The Management of Dialogue and the Management of Conflict

It is delusional to believe that the United States will bear the cares and aspirations of the people of Syria to the Geneva II Conference. The suffering of the Syrian people cannot be within the interests of any American administration. As for whether the talk is about U.S. priorities in everything that goes on in Syria, the most important issue in the mind of any American official is American national interests that come before it and, indisputably, the position of national security, especially after the Sept. 11 bombing and the emergence of al-Qaida as a threat to American interests at home and abroad.

It is not surprising or representable. Rather, it’s the right of the American citizen over his leader and his administration. For that, it is treason for the American administration to not concern itself with the subject. It is its highest priority. The various administrations harnessed that subject to protect their forces; it drove them from the laws by which they violated human rights, including the rights of Americans, in the society that has so long boasted of its human rights legislation. It is not surprising. Americans compete with the French in the primacy of human rights in their society. Despite that, both societies deny all the value of human rights when the first shock to security hits. The Anglo-Saxon Americans denied their value after Pearl Harbor. The American attack on human rights resumed after Sept. 11, bringing into the world laws disgracefully named the Patriot Act. Similarly, the French denied human rights laws and citizens after their release in 1776.

The arm of American national security extends and retracts out of America often. However, its arm is extended and steady always to a special ally, in the entity “international legitimacy” created in 1948 called Israel, an artificial being similar in its organic composition to an octopus, its arms affecting every corner of the globe. The great ally strikes with a stick and is under its power. Thus, Zionist national security is a basic component of American national security. This is what has clarified for all American leaders the differences of their philosophies and their parties since the creation of the Zionist being. These two securities start from a very realistic theory based on the thoughts of Machiavelli, where the ends justify the means and where values and ethics crumble and fall down. The international organization evaporated, shrank and diminished international law or harnessed it in order to realize a higher goal — the joint protection of national security for all in America and the Zionist being.

Based on this face and its information, Obama manages the crisis in Syria. Based on it, he drew the strict “red line.” As for the line he announced in terms of types of weapons — chemical or otherwise — or naming some groups or the extent of the importance of allies, it is really a flimsy line that does not serve Zionist national security. It is subject to change and alteration; thus, the enemy of today can become a friend and ally if that serves security and vice versa. The friend and the ally that does not serve Zionist-American national security can become an enemy; maybe all the forces will unite against him and he will be classified with the enemy terrorists.

According to this understanding, within the framework of the game to realize these interests to the greatest extent, the Russians play their game with an artful strategic officer, veteran President Putin. A crew of diplomats no less sophisticated and knowledgeable than he, headed by the veteran Foreign Minister Sergei Lavrov, assists him. They benefit from the contradictions in the Arab positions and the lack of unity in the ranks of the Syrian opposition.
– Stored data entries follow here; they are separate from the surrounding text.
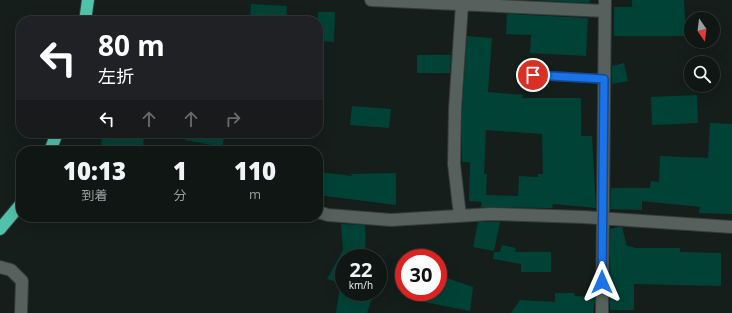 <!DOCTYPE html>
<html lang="ja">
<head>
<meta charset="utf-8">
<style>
	:root { --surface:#101614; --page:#191f1d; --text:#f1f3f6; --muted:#9c9fa0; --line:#303534 }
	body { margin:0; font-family:"Open Sans","Noto Sans JP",sans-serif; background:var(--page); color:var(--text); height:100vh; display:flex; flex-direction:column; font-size:15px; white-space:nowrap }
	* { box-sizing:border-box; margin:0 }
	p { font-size:13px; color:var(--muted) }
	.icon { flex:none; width:22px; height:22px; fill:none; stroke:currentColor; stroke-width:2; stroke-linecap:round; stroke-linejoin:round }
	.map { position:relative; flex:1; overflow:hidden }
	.sheet { position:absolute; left:16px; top:146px; width:307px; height:76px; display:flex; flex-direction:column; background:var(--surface); border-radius:16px; box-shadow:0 4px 16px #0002,0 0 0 1px var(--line) }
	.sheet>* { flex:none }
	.banner { position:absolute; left:16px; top:16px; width:307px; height:122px; border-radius:16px; box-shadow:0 4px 16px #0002,0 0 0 1px var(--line); background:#202124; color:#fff; overflow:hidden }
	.needle { width:26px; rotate:166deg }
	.tools { position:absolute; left:684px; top:12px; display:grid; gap:8px }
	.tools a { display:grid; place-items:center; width:36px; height:36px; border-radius:50%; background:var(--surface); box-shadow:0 4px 16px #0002,0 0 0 1px var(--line); font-size:20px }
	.speed { position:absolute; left:335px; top:249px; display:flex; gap:8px; font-size:20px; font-weight:700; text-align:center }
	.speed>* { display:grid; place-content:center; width:52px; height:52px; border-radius:50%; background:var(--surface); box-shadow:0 4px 16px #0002,0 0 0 1px var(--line); line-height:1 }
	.speed small { font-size:10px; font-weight:400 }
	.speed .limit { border:6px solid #d22; background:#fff; color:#111 }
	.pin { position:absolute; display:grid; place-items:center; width:34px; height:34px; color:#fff; margin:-17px; border:2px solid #fff; border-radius:50%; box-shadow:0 1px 4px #0007 }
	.me { position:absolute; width:44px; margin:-22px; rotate:0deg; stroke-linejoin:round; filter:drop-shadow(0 0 3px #0008) }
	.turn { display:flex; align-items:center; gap:14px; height:84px; padding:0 16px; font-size:18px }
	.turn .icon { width:52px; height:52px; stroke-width:2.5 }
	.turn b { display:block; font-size:28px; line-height:34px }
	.lanes { display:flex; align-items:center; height:38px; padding:0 16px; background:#0003; justify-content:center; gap:20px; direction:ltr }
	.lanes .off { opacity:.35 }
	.eta { display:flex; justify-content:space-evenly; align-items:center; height:68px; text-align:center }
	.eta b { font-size:24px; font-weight:800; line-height:28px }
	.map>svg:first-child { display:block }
	.building { fill:#014237; fill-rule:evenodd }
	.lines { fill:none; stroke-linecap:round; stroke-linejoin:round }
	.lane-casing { stroke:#353b39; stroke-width:10 }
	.street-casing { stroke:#353b39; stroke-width:14 }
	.highway-casing { stroke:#353b39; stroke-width:14 }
	.lane { stroke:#56605d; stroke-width:8 }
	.street { stroke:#56605d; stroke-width:12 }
	.highway { stroke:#52c3ab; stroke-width:12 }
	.route-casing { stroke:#114b97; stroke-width:10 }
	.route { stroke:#1a73e8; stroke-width:7 }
</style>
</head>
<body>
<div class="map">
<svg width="732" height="313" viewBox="0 0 732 313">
	<rect width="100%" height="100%" fill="#151e1b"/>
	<path class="building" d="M531,0H590L589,3Z
		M632,0H684L686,36H614V7H632Z
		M251,4L287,6L286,21L250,20Z
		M318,12H335L334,42L318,41Z
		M507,14L588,18L586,56L530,53L531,35L506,34Z
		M467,36L492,38L488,92L523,95L522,98H581V136H592L596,208L553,204L552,208L481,207L482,202L469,201L470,162H462V109ZM486,130L542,134L543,174H538V177L519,176L518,196L486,195L487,174H484Z
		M417,55H451L450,73H417Z
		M624,63L628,81L612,84V66Z
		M697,95L698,123L652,125L651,97Z
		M352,106L391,109L389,128L350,125Z
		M710,123L732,124V214L699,213L700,207L642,201V210L610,209L611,188H650L651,181L659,182L660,156L708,158Z
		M102,133H144L143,151H101Z
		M185,133H225L222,147L185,140Z
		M318,172L352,176L351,174L396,173V205L318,195Z
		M478,222H500L494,251L473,247Z
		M341,224L365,225L366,258H344V284L327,279L343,250Z
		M618,227H622L627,246L634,247V248H680V252L721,253V286L634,284V310H610V229Z
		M502,245L516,248L515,252H551V272H521V264L493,259L494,252H500Z
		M438,275L473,287L470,311L409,299V292H438Z
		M339,292H374L367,313H336Z
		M555,293H574L575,296L595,297L593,313H511L520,300L555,302Z"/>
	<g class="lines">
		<g class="lane-casing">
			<path id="lane" d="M533,75L604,79"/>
		</g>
		<g class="street-casing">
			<path id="street" d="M371,0L605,11
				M318,212L328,215L391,220L491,214L583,217L732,227
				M460,216L454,164L455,109L462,4
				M0,267L11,270L22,281L21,313
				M602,313L605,0"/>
		</g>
		<g class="highway-casing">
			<path id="highway" d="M85,21L88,0
				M50,151L57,133
				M0,229L21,204"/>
		</g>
		<use href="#lane" class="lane"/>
		<use href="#street" class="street"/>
		<use href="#highway" class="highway"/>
	</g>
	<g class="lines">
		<g class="route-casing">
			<path id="route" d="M533,75L604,79L602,282"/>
		</g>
		<use href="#route" class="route"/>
	</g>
</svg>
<div class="tools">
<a><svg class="needle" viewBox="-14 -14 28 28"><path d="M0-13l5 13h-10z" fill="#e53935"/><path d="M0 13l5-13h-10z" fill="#9c9fa0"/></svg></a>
<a><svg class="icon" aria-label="search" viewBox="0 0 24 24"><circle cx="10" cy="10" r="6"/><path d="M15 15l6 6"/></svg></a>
</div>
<div class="speed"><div>22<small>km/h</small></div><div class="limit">30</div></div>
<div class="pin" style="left:533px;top:75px;background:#d93025"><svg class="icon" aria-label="arrive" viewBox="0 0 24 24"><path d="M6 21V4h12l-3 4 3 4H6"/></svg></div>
<svg class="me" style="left:602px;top:282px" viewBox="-20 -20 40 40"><path d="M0-17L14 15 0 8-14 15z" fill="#1a73e8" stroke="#fff" stroke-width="4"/></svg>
<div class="banner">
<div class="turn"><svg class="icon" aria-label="left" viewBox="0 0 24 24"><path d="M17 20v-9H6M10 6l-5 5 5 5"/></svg><div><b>80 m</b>左折</div></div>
<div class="lanes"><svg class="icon" aria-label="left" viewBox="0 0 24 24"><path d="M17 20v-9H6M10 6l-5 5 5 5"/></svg><svg class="icon off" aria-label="ahead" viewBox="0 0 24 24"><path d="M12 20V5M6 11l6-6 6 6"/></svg><svg class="icon off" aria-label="ahead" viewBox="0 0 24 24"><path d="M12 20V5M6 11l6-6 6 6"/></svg><svg class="icon off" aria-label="right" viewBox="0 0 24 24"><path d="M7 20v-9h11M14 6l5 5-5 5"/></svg></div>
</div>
<section class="sheet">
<div class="eta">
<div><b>10:13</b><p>到着</p></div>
<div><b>1</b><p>分</p></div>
<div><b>110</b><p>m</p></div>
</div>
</section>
</div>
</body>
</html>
Steady Russian interests are intersecting with a new ally — Iran — which is in dire need of a superpower to support it, its nuclear program and its spreading outside its territorial boundaries. Thus, it is a great Russian gain, embodying the old visions of Lenin by sharing the power in the Mediterranean Sea with the Western powers and NATO, focusing strongly on northern Syria, reaching the Arabian sea and the Arabian Gulf through this new ally, especially after the fragmentation of the Warsaw Pact and the erection of NATO missiles and radars on the outskirts of the Russian borders in Poland, Turkey, Romania and Ukraine.
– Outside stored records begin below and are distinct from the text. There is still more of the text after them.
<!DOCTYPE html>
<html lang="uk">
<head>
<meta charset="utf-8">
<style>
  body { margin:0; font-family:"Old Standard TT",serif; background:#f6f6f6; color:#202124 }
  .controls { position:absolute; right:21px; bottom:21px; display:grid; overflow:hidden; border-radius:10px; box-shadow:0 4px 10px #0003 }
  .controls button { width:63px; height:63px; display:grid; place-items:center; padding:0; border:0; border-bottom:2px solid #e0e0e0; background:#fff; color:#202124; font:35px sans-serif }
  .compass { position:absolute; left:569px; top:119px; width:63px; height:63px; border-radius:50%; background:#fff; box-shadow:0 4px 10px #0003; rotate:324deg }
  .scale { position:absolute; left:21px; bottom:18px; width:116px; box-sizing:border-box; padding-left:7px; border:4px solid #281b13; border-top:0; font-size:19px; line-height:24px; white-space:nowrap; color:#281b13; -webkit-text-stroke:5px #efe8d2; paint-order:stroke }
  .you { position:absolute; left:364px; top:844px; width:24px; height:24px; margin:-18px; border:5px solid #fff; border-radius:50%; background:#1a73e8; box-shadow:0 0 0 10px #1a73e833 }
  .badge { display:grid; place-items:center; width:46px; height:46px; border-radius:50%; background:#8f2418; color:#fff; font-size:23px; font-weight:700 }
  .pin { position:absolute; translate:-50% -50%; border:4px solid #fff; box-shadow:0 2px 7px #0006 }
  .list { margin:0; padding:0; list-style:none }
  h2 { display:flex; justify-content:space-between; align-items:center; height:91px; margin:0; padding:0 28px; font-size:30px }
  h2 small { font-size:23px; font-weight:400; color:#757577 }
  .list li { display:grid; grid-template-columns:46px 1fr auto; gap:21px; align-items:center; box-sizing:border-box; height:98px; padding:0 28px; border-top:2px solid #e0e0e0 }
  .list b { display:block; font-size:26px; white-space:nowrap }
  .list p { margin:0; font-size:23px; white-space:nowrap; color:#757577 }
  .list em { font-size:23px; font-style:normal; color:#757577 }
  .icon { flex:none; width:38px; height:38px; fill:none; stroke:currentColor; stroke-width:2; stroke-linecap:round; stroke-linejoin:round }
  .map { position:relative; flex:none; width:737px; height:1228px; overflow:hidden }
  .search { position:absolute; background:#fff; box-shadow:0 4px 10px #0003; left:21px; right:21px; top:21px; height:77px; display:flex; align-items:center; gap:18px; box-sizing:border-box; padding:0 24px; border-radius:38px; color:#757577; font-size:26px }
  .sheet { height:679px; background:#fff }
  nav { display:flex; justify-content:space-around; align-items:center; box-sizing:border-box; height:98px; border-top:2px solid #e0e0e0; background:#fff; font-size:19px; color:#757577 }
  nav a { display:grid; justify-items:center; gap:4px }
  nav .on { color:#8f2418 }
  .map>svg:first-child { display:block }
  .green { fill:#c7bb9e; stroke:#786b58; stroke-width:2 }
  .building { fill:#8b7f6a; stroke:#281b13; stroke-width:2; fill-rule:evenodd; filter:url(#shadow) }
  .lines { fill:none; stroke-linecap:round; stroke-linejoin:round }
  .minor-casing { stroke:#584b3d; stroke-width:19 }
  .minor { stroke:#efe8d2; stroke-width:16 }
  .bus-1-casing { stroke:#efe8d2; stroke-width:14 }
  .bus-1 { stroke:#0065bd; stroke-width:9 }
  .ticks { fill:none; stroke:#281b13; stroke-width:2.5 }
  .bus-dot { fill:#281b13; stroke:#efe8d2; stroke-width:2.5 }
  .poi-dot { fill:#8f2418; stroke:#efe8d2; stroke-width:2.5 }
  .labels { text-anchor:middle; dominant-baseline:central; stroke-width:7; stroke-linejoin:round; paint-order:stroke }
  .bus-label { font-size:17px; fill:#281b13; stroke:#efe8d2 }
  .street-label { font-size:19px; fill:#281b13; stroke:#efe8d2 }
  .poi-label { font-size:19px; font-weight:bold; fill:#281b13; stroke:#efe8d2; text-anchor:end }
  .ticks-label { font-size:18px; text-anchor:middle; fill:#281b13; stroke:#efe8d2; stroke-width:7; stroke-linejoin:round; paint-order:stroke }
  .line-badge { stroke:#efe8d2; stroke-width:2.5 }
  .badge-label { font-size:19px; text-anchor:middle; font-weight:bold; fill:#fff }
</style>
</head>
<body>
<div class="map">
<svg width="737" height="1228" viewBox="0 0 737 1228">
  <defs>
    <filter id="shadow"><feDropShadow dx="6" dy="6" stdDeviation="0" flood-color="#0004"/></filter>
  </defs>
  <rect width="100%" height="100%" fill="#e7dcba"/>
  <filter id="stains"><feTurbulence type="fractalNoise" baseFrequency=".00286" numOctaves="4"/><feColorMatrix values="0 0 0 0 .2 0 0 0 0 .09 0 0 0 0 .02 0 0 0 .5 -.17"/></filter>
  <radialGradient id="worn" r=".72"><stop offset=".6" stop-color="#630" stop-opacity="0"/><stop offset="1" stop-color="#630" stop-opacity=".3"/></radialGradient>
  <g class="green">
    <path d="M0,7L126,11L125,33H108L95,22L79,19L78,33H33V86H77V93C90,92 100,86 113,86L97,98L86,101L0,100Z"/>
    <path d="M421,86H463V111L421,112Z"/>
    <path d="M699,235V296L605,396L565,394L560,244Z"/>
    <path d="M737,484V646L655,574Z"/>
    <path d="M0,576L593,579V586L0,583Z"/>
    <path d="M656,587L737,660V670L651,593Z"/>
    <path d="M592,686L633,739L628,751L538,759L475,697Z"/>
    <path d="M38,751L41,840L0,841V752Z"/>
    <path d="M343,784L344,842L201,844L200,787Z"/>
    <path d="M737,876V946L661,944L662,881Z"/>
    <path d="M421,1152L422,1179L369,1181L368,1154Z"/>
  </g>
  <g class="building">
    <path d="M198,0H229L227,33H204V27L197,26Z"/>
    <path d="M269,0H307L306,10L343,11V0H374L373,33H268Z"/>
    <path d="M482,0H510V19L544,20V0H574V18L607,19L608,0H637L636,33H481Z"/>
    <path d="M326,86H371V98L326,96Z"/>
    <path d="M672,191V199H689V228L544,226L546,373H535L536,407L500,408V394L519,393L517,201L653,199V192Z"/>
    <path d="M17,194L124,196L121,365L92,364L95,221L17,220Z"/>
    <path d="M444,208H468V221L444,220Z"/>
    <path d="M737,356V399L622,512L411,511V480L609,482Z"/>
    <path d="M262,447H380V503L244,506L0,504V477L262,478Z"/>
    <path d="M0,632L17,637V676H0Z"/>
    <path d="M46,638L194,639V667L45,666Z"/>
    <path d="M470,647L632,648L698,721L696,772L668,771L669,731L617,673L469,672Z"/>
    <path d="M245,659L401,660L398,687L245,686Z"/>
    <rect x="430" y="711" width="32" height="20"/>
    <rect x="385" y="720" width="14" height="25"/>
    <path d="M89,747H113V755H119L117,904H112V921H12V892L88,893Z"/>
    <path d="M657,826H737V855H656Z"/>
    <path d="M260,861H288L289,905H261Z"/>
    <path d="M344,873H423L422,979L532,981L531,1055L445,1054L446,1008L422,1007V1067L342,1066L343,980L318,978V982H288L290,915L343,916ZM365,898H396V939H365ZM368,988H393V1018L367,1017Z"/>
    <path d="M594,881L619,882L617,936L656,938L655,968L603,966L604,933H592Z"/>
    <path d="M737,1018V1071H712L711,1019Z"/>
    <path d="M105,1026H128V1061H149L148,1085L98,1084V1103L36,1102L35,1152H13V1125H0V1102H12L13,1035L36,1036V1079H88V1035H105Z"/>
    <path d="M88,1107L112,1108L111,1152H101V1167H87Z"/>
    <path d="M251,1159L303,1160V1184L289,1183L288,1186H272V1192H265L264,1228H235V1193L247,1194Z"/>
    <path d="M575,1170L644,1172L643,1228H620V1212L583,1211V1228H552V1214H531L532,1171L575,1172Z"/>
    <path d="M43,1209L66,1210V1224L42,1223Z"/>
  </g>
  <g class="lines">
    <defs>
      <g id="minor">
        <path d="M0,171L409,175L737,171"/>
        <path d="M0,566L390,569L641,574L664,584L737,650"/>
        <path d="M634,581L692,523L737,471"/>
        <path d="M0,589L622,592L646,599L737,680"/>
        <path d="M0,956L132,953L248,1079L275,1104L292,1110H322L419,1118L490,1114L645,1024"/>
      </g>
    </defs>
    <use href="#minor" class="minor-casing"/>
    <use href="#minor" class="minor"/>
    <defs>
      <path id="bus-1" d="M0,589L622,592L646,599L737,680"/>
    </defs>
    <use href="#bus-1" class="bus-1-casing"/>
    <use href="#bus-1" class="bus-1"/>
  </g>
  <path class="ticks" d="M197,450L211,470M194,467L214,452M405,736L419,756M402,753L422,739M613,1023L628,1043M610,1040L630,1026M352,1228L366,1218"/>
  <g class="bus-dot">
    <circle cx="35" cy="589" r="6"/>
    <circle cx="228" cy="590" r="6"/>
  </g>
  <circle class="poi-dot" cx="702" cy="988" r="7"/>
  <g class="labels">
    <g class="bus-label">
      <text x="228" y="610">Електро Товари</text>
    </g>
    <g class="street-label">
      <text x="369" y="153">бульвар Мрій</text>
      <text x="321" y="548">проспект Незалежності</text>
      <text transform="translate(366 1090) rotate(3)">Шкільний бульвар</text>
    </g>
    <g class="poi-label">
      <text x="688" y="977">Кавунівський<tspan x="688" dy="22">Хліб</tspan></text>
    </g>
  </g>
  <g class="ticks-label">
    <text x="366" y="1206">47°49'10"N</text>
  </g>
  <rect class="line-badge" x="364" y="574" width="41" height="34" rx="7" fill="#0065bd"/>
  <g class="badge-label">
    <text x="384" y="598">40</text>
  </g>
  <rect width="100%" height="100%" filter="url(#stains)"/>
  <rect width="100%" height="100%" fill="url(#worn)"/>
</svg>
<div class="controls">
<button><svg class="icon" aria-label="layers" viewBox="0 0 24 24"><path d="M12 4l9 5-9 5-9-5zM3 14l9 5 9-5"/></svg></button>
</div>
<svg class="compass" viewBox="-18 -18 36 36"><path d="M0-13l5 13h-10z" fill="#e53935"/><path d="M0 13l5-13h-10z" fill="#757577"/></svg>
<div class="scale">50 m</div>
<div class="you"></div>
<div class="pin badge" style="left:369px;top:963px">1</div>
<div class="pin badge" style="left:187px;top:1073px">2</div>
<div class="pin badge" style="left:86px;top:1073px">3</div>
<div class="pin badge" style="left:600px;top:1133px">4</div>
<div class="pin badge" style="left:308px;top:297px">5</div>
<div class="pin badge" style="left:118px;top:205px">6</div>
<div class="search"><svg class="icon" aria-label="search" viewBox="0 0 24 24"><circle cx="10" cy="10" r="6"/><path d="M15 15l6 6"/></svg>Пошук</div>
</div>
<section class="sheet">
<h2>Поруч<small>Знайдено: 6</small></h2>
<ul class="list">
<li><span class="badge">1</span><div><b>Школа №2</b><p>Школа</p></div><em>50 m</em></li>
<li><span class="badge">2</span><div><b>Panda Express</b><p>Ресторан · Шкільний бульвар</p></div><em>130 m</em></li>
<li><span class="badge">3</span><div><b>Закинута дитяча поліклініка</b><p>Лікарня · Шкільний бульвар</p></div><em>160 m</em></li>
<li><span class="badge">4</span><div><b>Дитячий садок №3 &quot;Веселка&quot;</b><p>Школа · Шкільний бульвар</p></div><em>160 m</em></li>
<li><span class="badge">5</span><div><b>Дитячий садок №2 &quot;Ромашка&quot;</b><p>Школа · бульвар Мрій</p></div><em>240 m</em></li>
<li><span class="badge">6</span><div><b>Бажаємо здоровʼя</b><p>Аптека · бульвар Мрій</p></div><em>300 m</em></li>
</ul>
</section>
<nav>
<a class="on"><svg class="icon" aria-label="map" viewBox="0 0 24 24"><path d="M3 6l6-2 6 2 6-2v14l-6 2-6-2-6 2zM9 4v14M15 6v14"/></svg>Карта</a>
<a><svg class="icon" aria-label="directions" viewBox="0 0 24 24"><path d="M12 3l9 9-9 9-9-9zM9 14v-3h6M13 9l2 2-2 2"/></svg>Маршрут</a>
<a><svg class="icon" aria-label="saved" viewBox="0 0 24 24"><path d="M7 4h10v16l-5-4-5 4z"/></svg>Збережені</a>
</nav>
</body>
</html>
According to this, history repeats itself. The Arab interests that were promised to be fulfilled before the Sykes-Picot agreement are fulfilled now in a different way. American and Russian interests alike drive it with the coming Geneva II Conference. Its secrets and promises are not announced as of yet. However, without any doubt, the dialogue of this conference will revolve around two great forces that do not recognize Arab interests but consider Zionist national security a priority. Thus, the dialogue, like the conflict, does not mean anything for Arab citizens if the Arabs and Syrians do not specifically know their interests and defend them. As for the dependence on the positions and promises of America and Russia, they will not realize the least of the interests of the Syrian people. Betting on either of the forces will not benefit the Arabs in their future. The West has betrayed its ancestors before, and it gave them nothing but ashes.